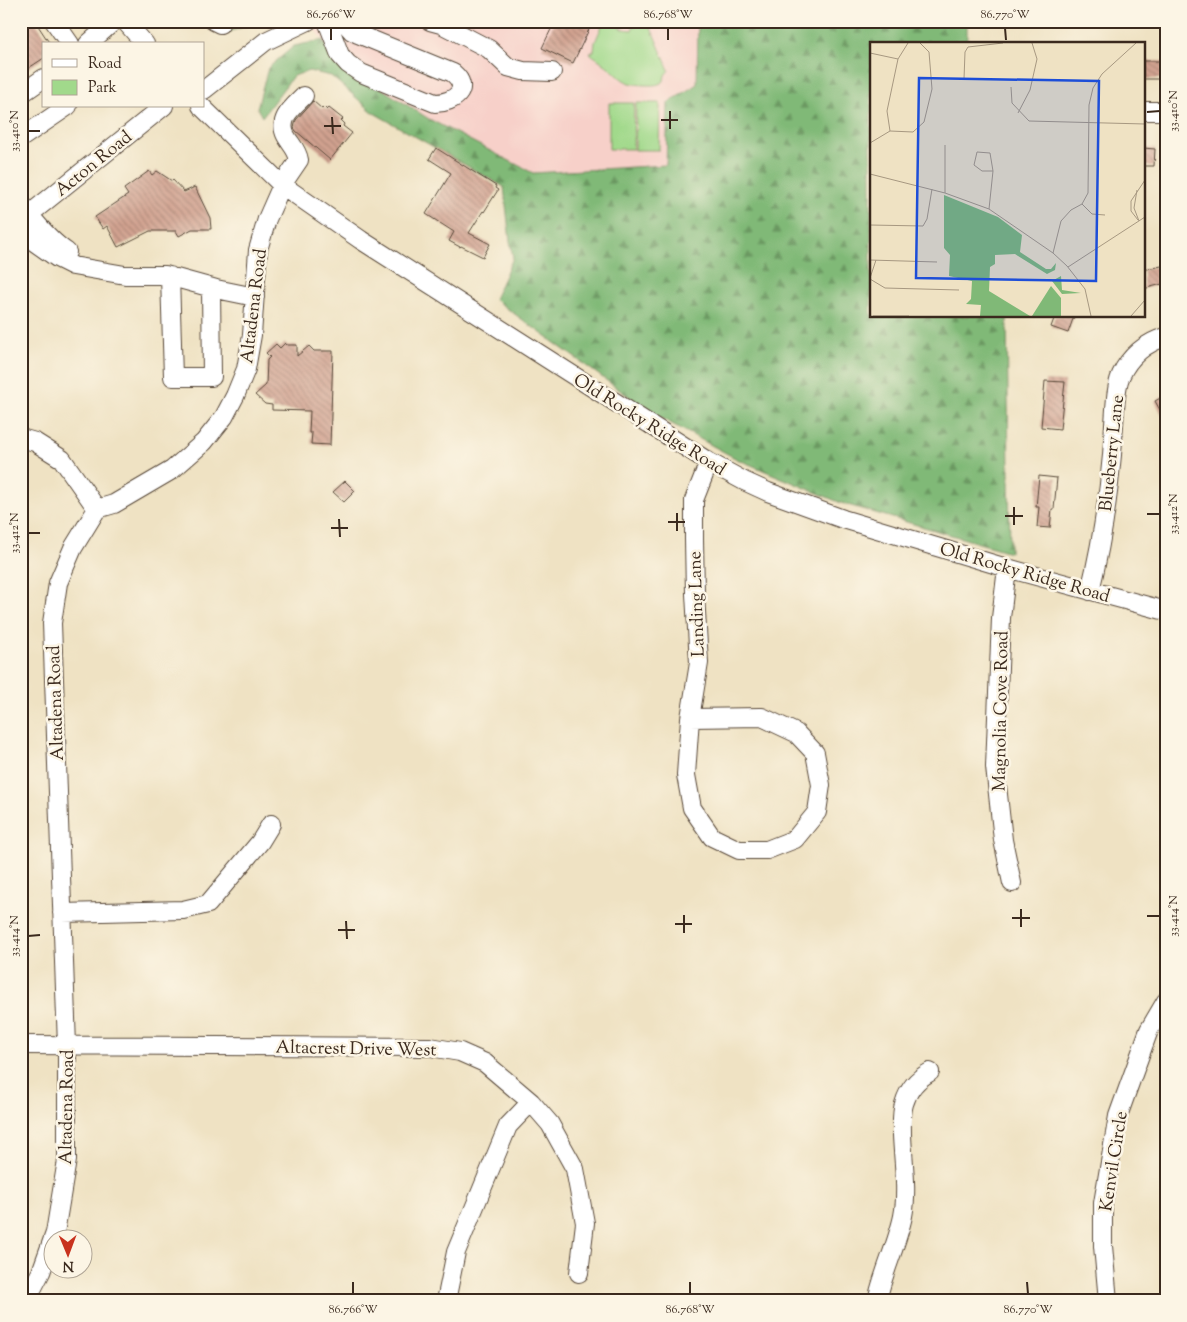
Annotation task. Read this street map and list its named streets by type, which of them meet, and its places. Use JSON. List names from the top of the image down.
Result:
{
  "streets": {
    "street": [
      "Acton Road",
      "Altadena Road",
      "Old Rocky Ridge Road",
      "Blueberry Lane",
      "Landing Lane",
      "Magnolia Cove Road",
      "Altacrest Drive West",
      "Kenvil Circle"
    ]
  },
  "crossings": [
    ["Altadena Road", "Old Rocky Ridge Road"],
    ["Altadena Road", "Altacrest Drive West"],
    ["Old Rocky Ridge Road", "Blueberry Lane"],
    ["Old Rocky Ridge Road", "Landing Lane"],
    ["Old Rocky Ridge Road", "Magnolia Cove Road"]
  ],
  "legend": ["Road", "Park"],
  "north": "bottom",
  "coordinates": [
    "86.766°W",
    "86.768°W",
    "86.770°W",
    "33.410°N",
    "33.412°N",
    "33.414°N"
  ]
}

TASK ITEM → Your output should be the records above, duplicated exactly and picture-free.

RESULT FOR THIS EXERCISE →
Annotation task. Read this street map and list its named streets by type, which of them meet, and its places. Use JSON. List names from the top of the image down.
Result:
{
  "streets": {
    "street": [
      "Acton Road",
      "Altadena Road",
      "Old Rocky Ridge Road",
      "Blueberry Lane",
      "Landing Lane",
      "Magnolia Cove Road",
      "Altacrest Drive West",
      "Kenvil Circle"
    ]
  },
  "crossings": [
    ["Altadena Road", "Old Rocky Ridge Road"],
    ["Altadena Road", "Altacrest Drive West"],
    ["Old Rocky Ridge Road", "Blueberry Lane"],
    ["Old Rocky Ridge Road", "Landing Lane"],
    ["Old Rocky Ridge Road", "Magnolia Cove Road"]
  ],
  "legend": ["Road", "Park"],
  "north": "bottom",
  "coordinates": [
    "86.766°W",
    "86.768°W",
    "86.770°W",
    "33.410°N",
    "33.412°N",
    "33.414°N"
  ]
}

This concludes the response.